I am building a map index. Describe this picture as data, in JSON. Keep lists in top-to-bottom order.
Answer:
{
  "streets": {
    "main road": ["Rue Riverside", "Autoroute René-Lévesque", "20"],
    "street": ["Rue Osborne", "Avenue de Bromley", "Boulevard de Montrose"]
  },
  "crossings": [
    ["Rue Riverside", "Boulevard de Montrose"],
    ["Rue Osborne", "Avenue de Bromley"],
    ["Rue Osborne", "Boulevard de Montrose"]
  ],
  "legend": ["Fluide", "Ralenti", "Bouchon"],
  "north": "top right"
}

▸ **TO DO**:
Print all the entries exactly as written.

▸ **SOLUTION BELOW**:
I am building a map index. Describe this picture as data, in JSON. Keep lists in top-to-bottom order.
Answer:
{
  "streets": {
    "main road": ["Rue Riverside", "Autoroute René-Lévesque", "20"],
    "street": ["Rue Osborne", "Avenue de Bromley", "Boulevard de Montrose"]
  },
  "crossings": [
    ["Rue Riverside", "Boulevard de Montrose"],
    ["Rue Osborne", "Avenue de Bromley"],
    ["Rue Osborne", "Boulevard de Montrose"]
  ],
  "legend": ["Fluide", "Ralenti", "Bouchon"],
  "north": "top right"
}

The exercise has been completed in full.